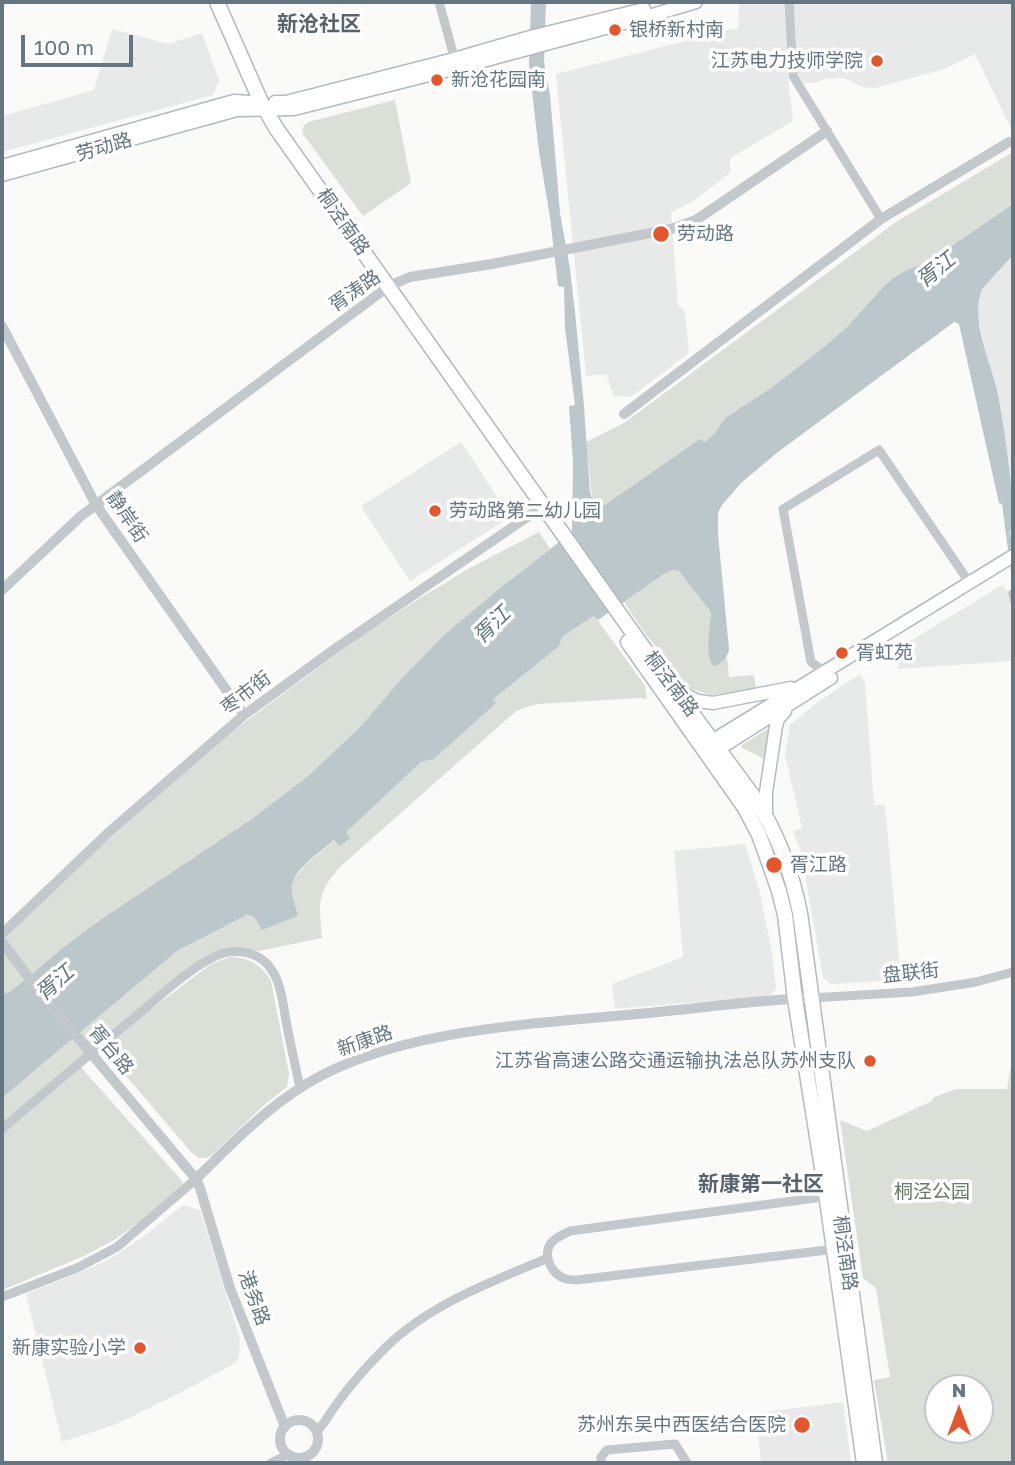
<!DOCTYPE html>
<html>
<head>
<meta charset="utf-8">
<style>
	body { margin:0 }
	#map { position:relative; width:1015px; height:1465px; overflow:hidden; background:#fafaf8; font-family:"Golos Text",sans-serif }
	canvas { display:block }
	.frame { position:absolute; inset:0; border:4px solid #657683; pointer-events:none }
	.north { position:absolute; left:924px; top:1374px; width:70px; height:70px; box-sizing:border-box; background:#fff; border:2px solid #c1c8cd; border-radius:50%; rotate:0deg; font-size:19px; font-weight:700; line-height:28px; text-align:center; color:#657683 }
	.north::after { content:''; display:block; margin:auto; width:24px; height:32px; background:#e4572e; clip-path:polygon(50% 0,100% 100%,50% 72%,0 100%) }
	.scale { position:absolute; left:21px; top:35px; width:112px; height:32px; box-sizing:border-box; border:4px solid #657683; border-top:0; padding-left:9px; font-size:21px; line-height:24px; white-space:nowrap; color:#657683; -webkit-text-stroke:5px #fff; paint-order:stroke }
</style>
</head>
<body>
<div id="map">
<canvas width="1015" height="1465"></canvas>
<div class="frame"></div>
<div class="north">N</div>
<div class="scale">100 m</div>
</div>
<script>
const ctx = document.querySelector('canvas').getContext('2d');
ctx.lineJoin = 'round';
function paint(path, color) {
  ctx.fillStyle = color;
  ctx.fill(path, 'evenodd');
}
function trace(path, color, width, dash) {
  ctx.strokeStyle = color;
  ctx.lineWidth = width;
  ctx.lineCap = dash ? 'butt' : 'round';
  ctx.setLineDash(dash || []);
  ctx.stroke(path);
}
function label(font, color, halo, rows, align = 'center') {
  ctx.font = font + ' "Golos Text","Noto Sans SC",sans-serif';
  ctx.lineWidth = 7;
  ctx.setLineDash([]);
  ctx.textBaseline = 'middle';
  ctx.strokeStyle = halo;
  ctx.fillStyle = color;
  for (const [text, x, y, turn = 0] of rows) {
    ctx.save();
    ctx.translate(x, y);
    ctx.rotate((+turn || 0) * Math.PI / 180);
    ctx.textAlign = isNaN(turn) ? turn : align;
    if (halo) ctx.strokeText(text, 0, 0);
    ctx.fillText(text, 0, 0);
    ctx.restore();
  }
}
paint(new Path2D(`
	M 739,2 L 785,2 L 788,78 L 793,121 L 730,158 L 730,173 L 696,199 L 671,213 L 678,305 L 685,312 L 689,353 L 631,397 L 614,396 L 606,374 L 586,376 L 556,74 L 732,29 L 738,30 Z
	M 793,2 L 1013,2 L 1013,133 L 975,54 L 944,69 L 875,88 L 863,87 L 846,79 L 838,78 L 825,79 L 815,83 L 803,83 L 794,68 Z
	M 112,29 L 168,44 L 202,33 L 219,81 L 213,95 L 2,152 L 2,116 L 94,90 Z
	M 1013,255 L 1013,503 L 1007,453 L 977,312 L 979,295 L 982,289 Z
	M 461,442 L 510,517 L 410,581 L 361,506 Z
	M 1002,585 L 1008,592 L 1013,615 L 1013,661 L 898,669 L 897,649 Z
	M 860,674 L 865,683 L 874,805 L 885,805 L 901,980 L 831,984 L 823,978 L 804,868 L 801,853 L 793,831 L 802,828 L 785,755 L 790,725 L 818,702 Z
	M 745,844 L 759,889 L 772,952 L 776,988 L 771,996 L 615,1009 L 612,984 L 683,957 L 674,851 Z
	M 183,1205 L 200,1210 L 240,1339 L 239,1356 L 237,1361 L 230,1366 L 178,1394 L 114,1425 L 62,1442 L 26,1294 L 95,1266 L 118,1254 L 148,1233 Z
	M 843,1402 L 851,1463 L 761,1463 L 756,1413 Z`), '#e8e9e9');
paint(new Path2D(`
	M 395,100 L 411,183 L 363,216 L 303,134 C 302,128 303,126 308,122 Z
	M 1013,152 L 1013,204 L 928,262 L 907,270 L 893,278 L 884,286 L 848,326 L 824,347 L 771,388 L 725,418 L 715,433 L 705,442 L 605,505 L 600,505 L 592,498 L 586,442 L 624,423 L 896,222 Z
	M 539,532 L 550,549 L 495,592 L 444,635 L 404,676 L 359,728 L 307,777 L 249,821 L 64,947 L 11,991 L 2,994 L 2,936 L 57,885 L 230,733 L 363,635 L 417,600 L 468,569 Z
	M 673,570 L 679,571 L 683,575 L 711,612 L 708,644 L 712,665 L 720,664 L 727,657 L 729,677 L 754,675 L 756,690 L 710,695 L 689,688 L 684,684 L 664,656 L 646,635 L 624,602 L 664,574 Z
	M 594,615 L 645,686 L 647,699 L 640,698 L 538,704 L 523,708 L 515,712 L 342,865 C 316,893 319,901 322,938 L 259,951 L 251,950 L 217,951 L 206,956 L 183,972 L 2,1124 L 2,1098 L 177,951 L 247,915 L 254,917 L 262,930 L 292,892 L 293,880 L 305,865 L 335,840 L 350,838 L 345,832 L 421,762 L 434,759 L 495,703 L 493,699 L 562,637 Z
	M 771,727 L 766,760 L 741,747 L 742,745 Z
	M 230,957 C 249,957 262,965 271,981 L 289,1074 L 287,1087 L 264,1105 L 212,1155 L 207,1158 L 199,1158 L 191,1152 L 103,1049 L 151,1009 L 211,964 Z
	M 1013,1053 L 1013,1459 L 1010,1463 L 888,1463 L 874,1380 L 890,1377 L 876,1288 L 863,1278 L 840,1120 L 867,1131 L 932,1101 L 934,1097 L 956,1089 L 1007,1089 ZM 938,1388 L 980,1388 L 980,1430 L 938,1430 Z
	M 80,1066 L 182,1181 L 183,1185 L 175,1197 L 114,1240 L 84,1256 L 5,1289 L 2,1288 L 2,1134 Z`), '#dadfd7');
paint(new Path2D(`
	M 531,2 L 546,2 L 544,62 L 550,95 L 560,213 L 570,269 L 575,312 L 584,406 L 590,493 L 592,498 L 600,505 L 605,505 L 700,439 L 705,442 L 715,433 L 725,418 L 771,388 L 824,347 L 848,326 L 884,286 L 893,278 L 907,270 L 928,262 L 1013,204 L 1013,255 L 982,289 C 969,320 992,364 998,395 C 1006,440 1013,485 1013,530 L 1010,531 L 1013,554 L 1013,615 L 1008,592 L 1013,587 L 1002,504 L 999,503 L 959,324 L 954,322 L 778,452 L 742,482 L 722,505 L 718,513 L 718,534 L 729,649 C 728,657 723,663 715,666 L 712,665 C 705,649 710,628 711,612 L 679,571 L 673,570 L 664,574 L 598,620 L 593,616 L 562,637 L 559,646 L 493,699 L 496,703 L 434,759 L 421,762 L 346,832 L 350,838 L 340,846 L 334,840 C 322,851 293,869 292,887 C 291,896 296,907 298,916 L 262,930 L 254,917 L 247,915 L 177,951 L 2,1098 L 2,994 L 11,991 L 64,947 L 102,919 L 249,821 L 307,777 L 359,728 L 404,676 L 444,635 L 495,592 L 572,532 L 573,462 L 569,406 L 575,405 L 565,328 L 564,287 L 558,286 L 550,217 L 539,152 L 529,65 Z`), '#bbc7cb');
const secondary = new Path2D(`
	M 275,102 L 286,102 L 454,59 L 530,37 L 644,9
	M 2,166 L 234,101 L 250,102
	M 2,175 L 237,110 L 294,109 L 457,68 L 639,19 L 696,2
	M 676,690 L 698,701 L 713,703 L 791,688
	M 707,744 L 1013,556
	M 711,754 L 831,678
	M 766,815 L 766,792 L 776,726 L 778,719 L 785,711`);
const primary = new Path2D(`
	M 217,2 L 261,102 L 276,128 L 640,643 L 756,800 C 778,835 792,873 800,913 L 875,1463
	M 628,642 L 745,808 L 759,835 L 766,854 L 779,891 L 785,915 L 795,999 L 826,1193 L 864,1463`);
trace(secondary, '#b3babf', 15);
trace(primary, '#b5babe', 17);
trace(new Path2D(`
	M 439,2 L 456,64
	M 789,2 L 793,76 L 881,219
	M 825,672 L 811,662 L 783,509 L 879,450 L 969,582
	M 811,998 L 912,992 L 976,982 L 1013,972
	M 2,1129 C 48,1089 95,1050 141,1012 C 162,994 199,960 224,953 C 239,949 258,953 268,965 C 282,981 283,1006 287,1026 C 291,1047 296,1068 300,1088
	M 830,1196 L 570,1231 C 564,1234 556,1237 551,1243 C 542,1256 552,1275 566,1279 C 570,1280 574,1280 577,1280 L 836,1249
	M 2,1297 L 77,1268 L 117,1247 L 196,1179
	M 317,1431 C 325,1423 329,1414 336,1405 C 350,1385 367,1366 385,1348 C 430,1304 491,1282 548,1258
	M 271,1463 L 289,1454
	M 601,1463 L 601,1457 L 607,1450 L 675,1444 L 687,1463`), '#c3c8cc', 9);
trace(new Path2D(`
	M 2,326 L 96,505 L 244,715
	M 624,414 L 881,219 L 1009,142
	M 2,590 L 81,516 L 389,286 L 410,277 L 492,264 L 671,229 L 696,220 L 827,131
	M 2,934 L 108,833 L 244,715 L 339,646 L 536,511
	M 2,942 L 45,999 L 85,1046
	M 145,1118 L 196,1179 L 200,1188 L 230,1288 L 285,1427
	M 196,1179 C 230,1145 265,1109 308,1083 C 398,1029 534,1024 637,1014 C 695,1009 753,1000 811,998
	M280 1439a19 19 0 1 1 38 0a19 19 0 1 1-38 0Z`), '#c3c8cc', 10);
trace(secondary, '#fff', 12);
trace(primary, '#fff', 14);
trace(new Path2D(`
	M 85,1046 L 145,1118`), '#c3c8cc', 10);
for (const [x, y, r, color] of [
	[615,30,7,"#e4572e"],
	[877,61,7,"#e4572e"],
	[437,80,7,"#e4572e"],
	[661,234,9,"#e4572e"],
	[435,511,7,"#e4572e"],
	[842,653,7,"#e4572e"],
	[774,865,9,"#e4572e"],
	[870,1061,7,"#e4572e"],
	[140,1348,7,"#e4572e"],
	[802,1425,9,"#e4572e"]
]) {
  const dot = new Path2D();
  dot.arc(x, y, r, 0, 2 * Math.PI);
  ctx.fillStyle = color;
  ctx.fill(dot);
  trace(dot, '#fff', 2.5);
}
label('19px', '#657683', '#fff', [
	["银桥新村南",629,30],
	["江苏电力技师学院",863,61,"right"],
	["新沧花园南",451,80],
	["劳动路",677,234],
	["劳动路第二幼儿园",449,511],
	["胥虹苑",856,653],
	["胥江路",790,865],
	["江苏省高速公路交通运输执法总队苏州支队",856,1061,"right"],
	["新康实验小学",126,1348,"right"],
	["苏州东吴中西医结合医院",786,1425,"right"]
], 'left');
label('19px', '#657683', '#fff', [
	["劳动路",104,147,-16],
	["桐泾南路",343,222,55],
	["胥涛路",355,291,-35],
	["静岸街",127,517,56],
	["桐泾南路",671,684,53],
	["枣市街",246,693,-38],
	["盘联街",911,973,-6],
	["新康路",365,1041,-19],
	["胥台路",111,1050,50],
	["桐泾南路",845,1253,82],
	["港务路",254,1298,70]
]);
label('19px', '#687a64', '#fff', [
	["桐泾公园",932,1192]
]);
label('bold 21px', '#57646e', '#fff', [
	["新沧社区",319,24],
	["新康第一社区",761,1184]
]);
label('italic 21px', '#60757c', '#fff', [
	["胥江",936,270,-39],
	["胥江",492,625,-44],
	["胥江",55,983,-41]
]);
</script>
</body>
</html>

────

[What you are asked to do]
Gather up, from the records above, each line where the word "serif" appears.

[Solution to the exercise]
	#map { position:relative; width:1015px; height:1465px; overflow:hidden; background:#fafaf8; font-family:"Golos Text",sans-serif }
  ctx.font = font + ' "Golos Text","Noto Sans SC",sans-serif';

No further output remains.